One thing Bethlem was notorious for was allowing the public in to view the patients as “entertainment.” In 1753s it was estimated by a journalist that over 100 visitors paraded through the hospital to gawk at the patients during Eater weekend. By 1770 however, the extensive “visiting” of Bethlem hospital by the public had been stopped. Though the public could still visit in smaller numbers by applying to the governor. Although the reduction of the visiting public can be seen as a good thing, it has also been shown that instances of abuses at the hospital went up when they were no longer under the scrutiny of the general public. We know that patients were encouraged to bathe, and that they would have been treated with leeches and all kinds of remedies to “purge” the body.

In 1785 Bethlem was no longer the only mental hospital in the country but there were still very few. It wasn’t until the late 1790s that the Quakers founded the York Retreat – shout out to the Quakers for leading the way in a more humane treatment of people with mental health conditions! During the Victorian period county asylums began to be built and the number of patients in hospitals for “lunacy” grew exceptionally. But in 1785 it was a rare thing for a young man from Biggleswade to end up in any “mental hospital” because there just weren’t that many of them. So how did he end up in the Bethlem Hospital?

View of London from high up. In the cetnre is a dome with a gold statue of Justice with scales. There are many flat rooves in the foreground and amongst them are trees. In the distance there are some cranes and hills. The sky is cloudy with patches of blue.
View across modern London, the Old Bailey, Farringdon and the edge of Moorgate

What do we know about Francis?

Historically all we know is the following:

  • A Francis Rowney is baptised at St Andrew’s Church, Biggleswade on 7th August 1763, his mother is Elizabeth, his father Thomas
  • His father may have died when Francis was 11 in 1774
  • On Thursday 16th June 1785 there is a devastating fire in Biggleswade
  • On 22nd October 1785 a Francis Rowney is admitted into Bethlem Hospital suffering with “lunacy” the two witnesses to his admission are a London based chemist (medical man) and one of his neighbours, a book seller.
  • On 16th December 1785 Francis Rowney dies in Bethlem hospital of “Lunacy”
  • On the 18th December 1785 he is buried in St Giles’ Cripple Gate church yard.

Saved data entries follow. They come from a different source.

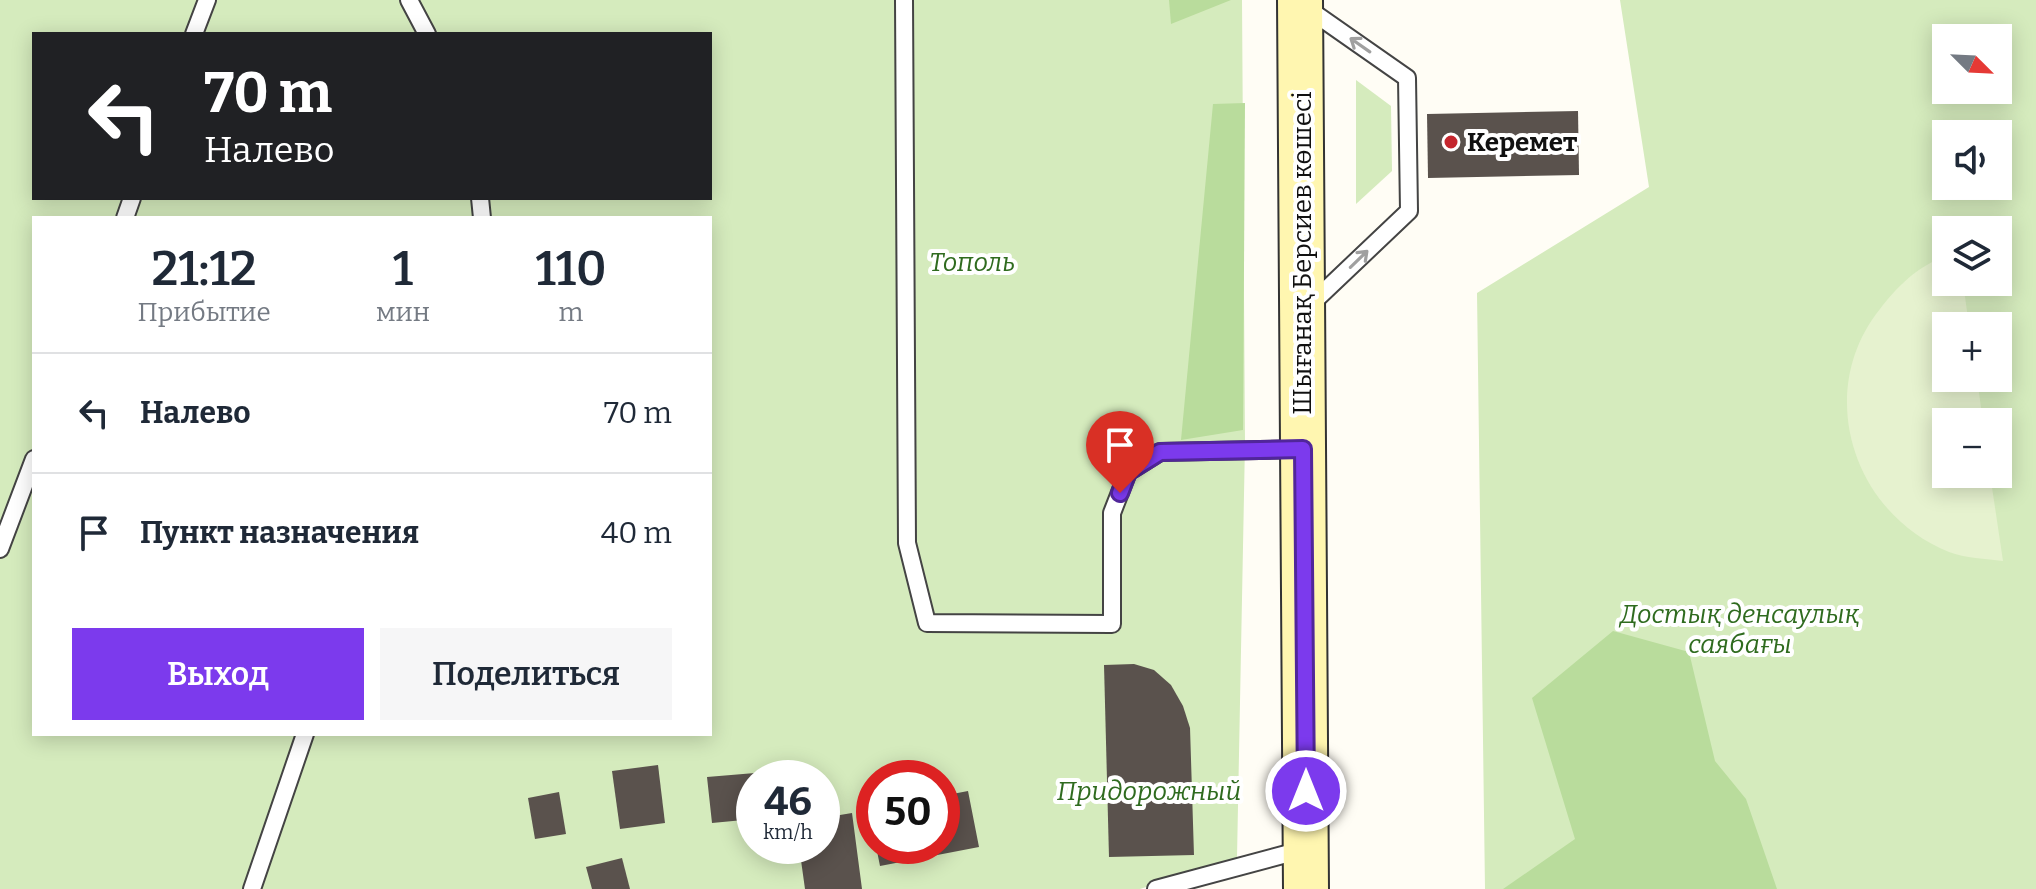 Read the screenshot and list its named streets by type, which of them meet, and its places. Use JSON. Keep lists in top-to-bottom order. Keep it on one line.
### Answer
{"streets":{"main road":["Шығанақ Берсиев көшесі"]},"parks":["Тополь","Достық денсаулық саябағы","Придорожный"],"places":["Керемет"],"north":"bottom right","page":{"map_buttons":["+","−"],"turn":["70 m","Налево"],"eta":["21:12","Прибытие","1","мин","110","m"],"list":[{"name":"Налево","value":"70 m"},{"name":"Пункт назначения","value":"40 m"}],"buttons":["Выход","Поделиться"],"speed":"46 km/h","limit":"50"}} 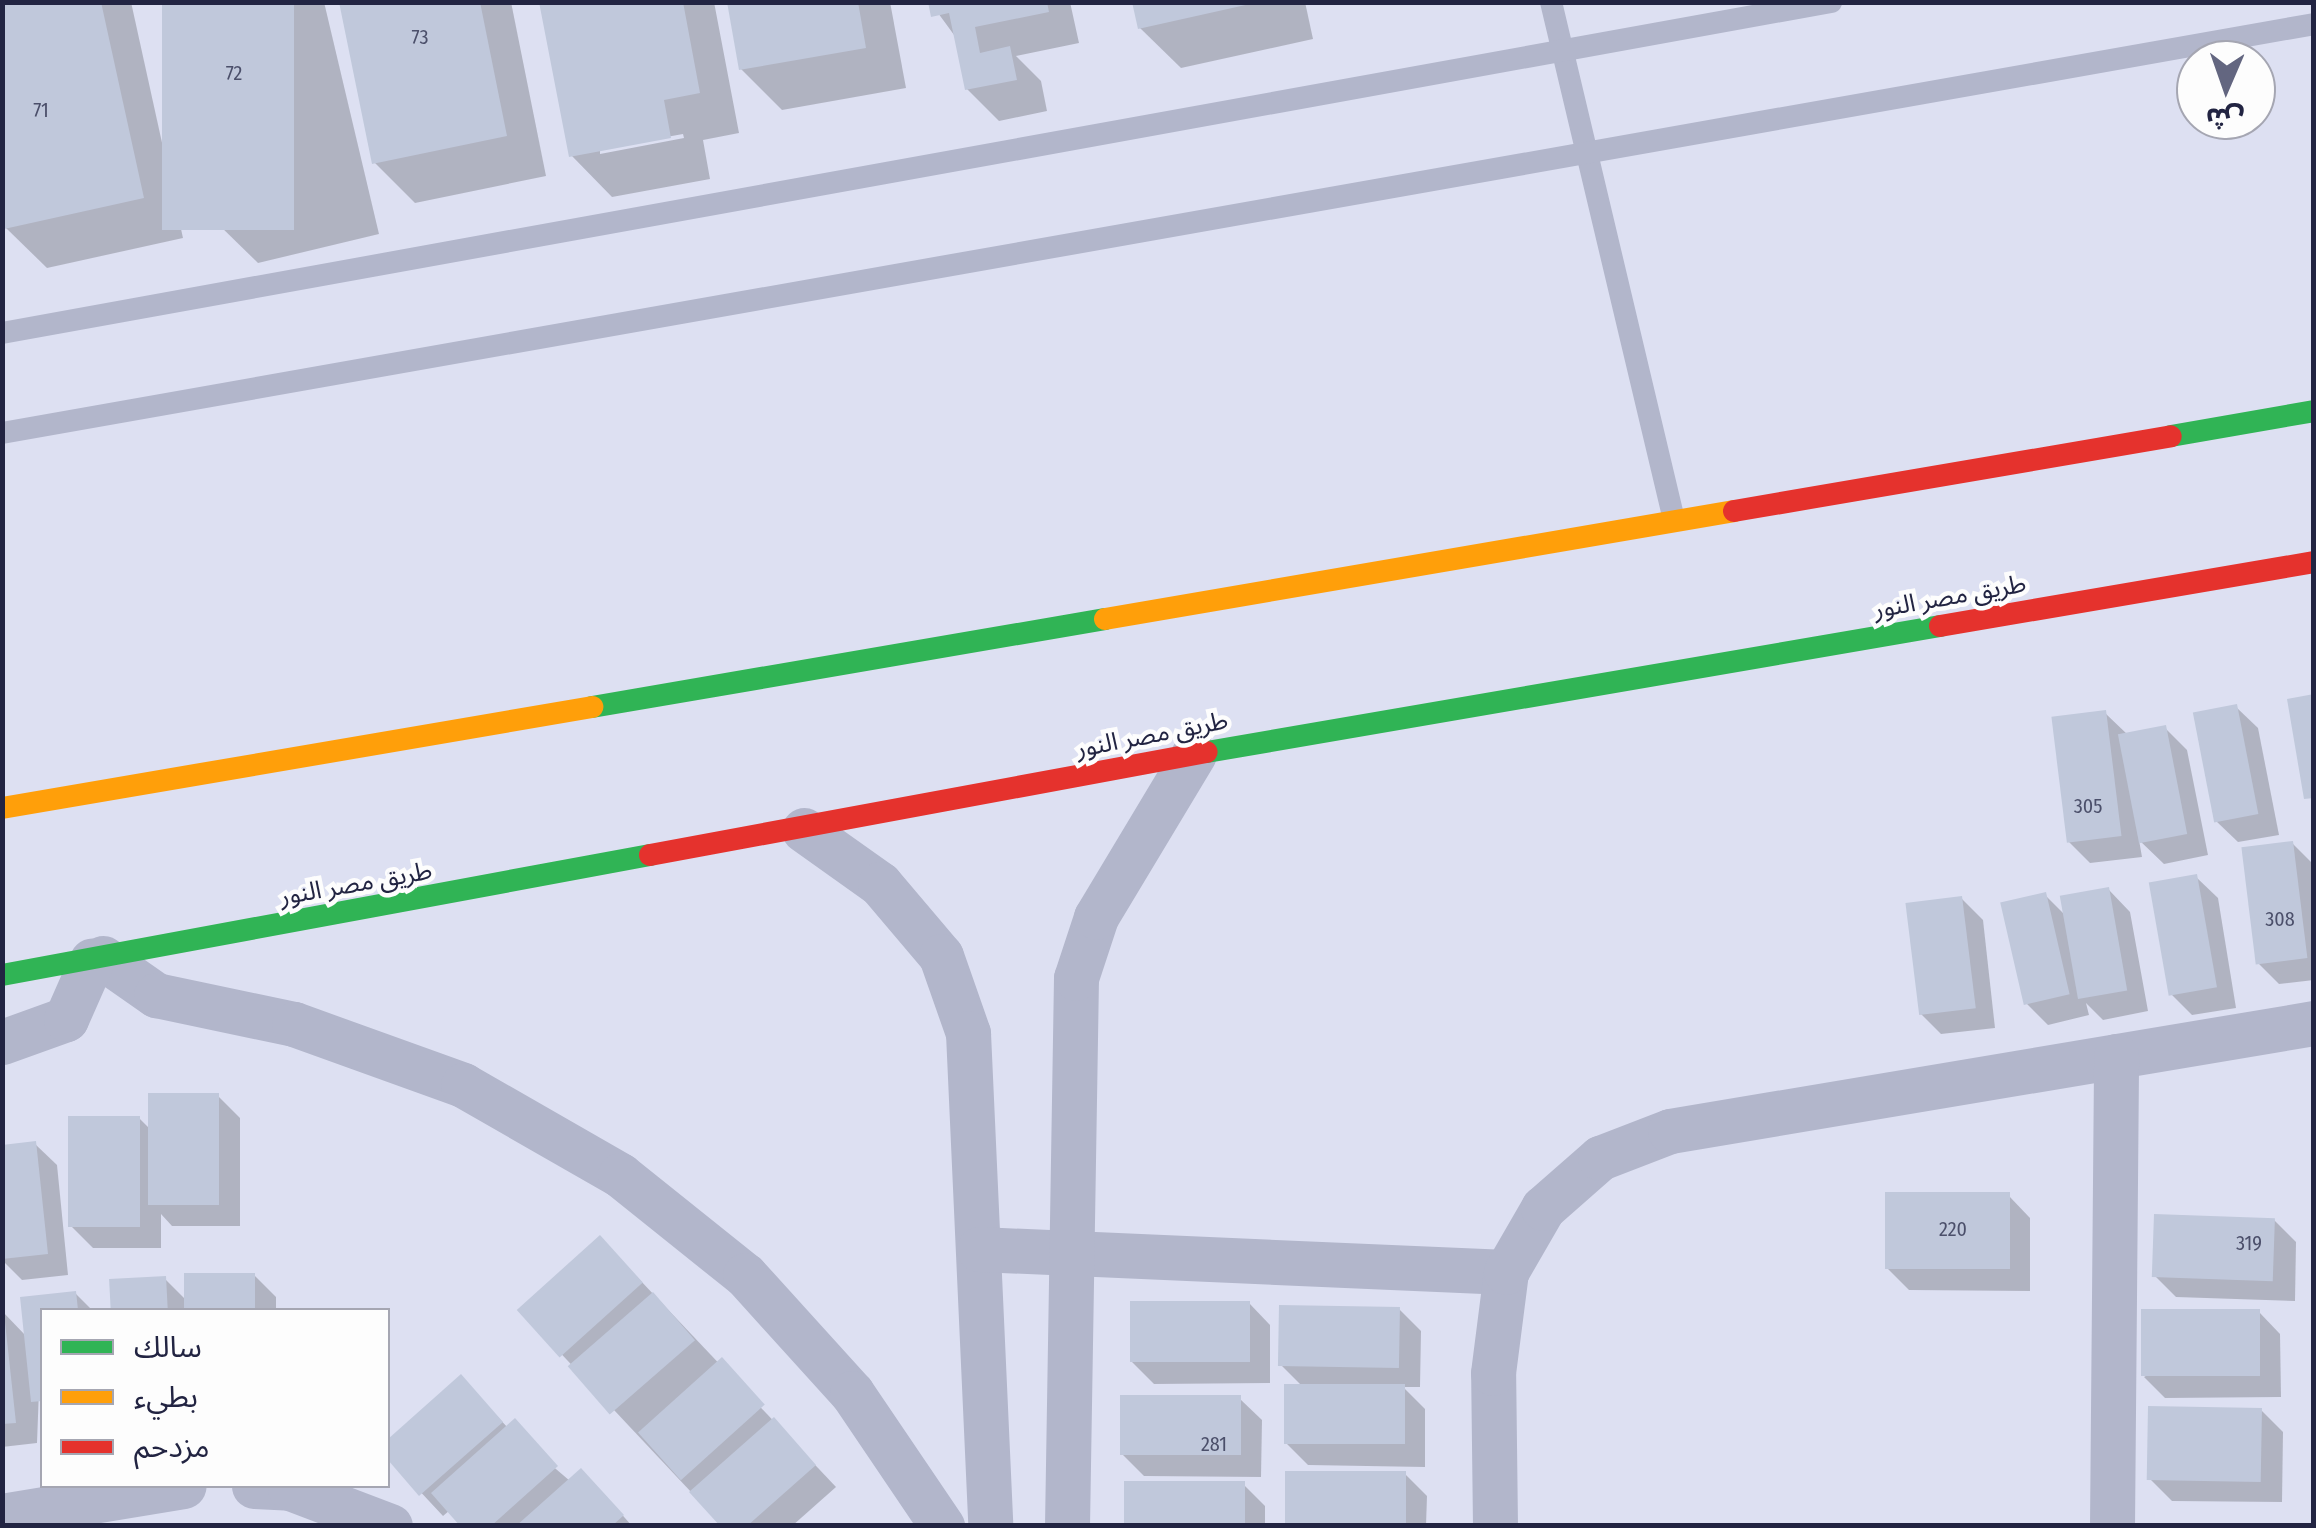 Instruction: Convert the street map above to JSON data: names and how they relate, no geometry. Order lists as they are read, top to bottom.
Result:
{
  "streets": {
    "street": ["طريق مصر النور"]
  },
  "house_numbers": [
    "73",
    "72",
    "71",
    "305",
    "308",
    "220",
    "319",
    "281"
  ],
  "legend": ["سالك", "بطيء", "مزدحم"],
  "north": "bottom"
}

What might have happened to Francis?

There are so many possibilities. Maybe Francis was safely away from Biggleswade when the fire started. He might have been working as an apprentice or servant, in London on St John’s Street. This is where both of the witnesses to his admission to Bethlem hospital live. There are records for the apprentices of Mr Labrow the druggist and Rowney isn’t one of them. But he could have been a servant or worked for Mr Turpin the book seller or indeed any other business or family who lived near by. Maybe his illness had nothing to do with the fire at all.

The story teller in me wonders though if there could be a link to the fire.

Maybe Francis was in Biggleswade that day. Maybe he witnessed the fire. Witnessed his home being destroyed, tried desperately to save his house, his pig, his belongings but was helpless to stop the hot greedy flames. Maybe he trudged with bucket after bucket filled with water, from the river or from a well, his arms aching. As he did this he was choked with smoke and soot. Engulfed by the panicked cries of his neighbours. Maybe he was out working in the fields only to come rushing back to town to find everything destroyed. His family and neighbours devastated by the destruction of everything they owned. Most importantly there was nothing he could do or have done to have prevented it. He was helpless and the situation hopeless.

Maybe, Francis worked at the Crown Inn for Mr Griggs. Maybe he was distracted, careless that morning, and threw out the ashes before they were completely cooled and watched horrified as the crate of straw caught alight. Panic erupting inside him as the wind whipped the flames higher and further, until they tore through his home and his town destroying everything in it including his sanity.

Although my last bit of speculation there is a story tellers leap, it is something worth thinking about. Some articles elude to the fire being set deliberately whilst others state it was a foolish and costly mistake. I have found no records of anyone being prosecuted for the fire. I wonder if anyone was? I wonder how you live with yourself knowing that you have caused such devastation?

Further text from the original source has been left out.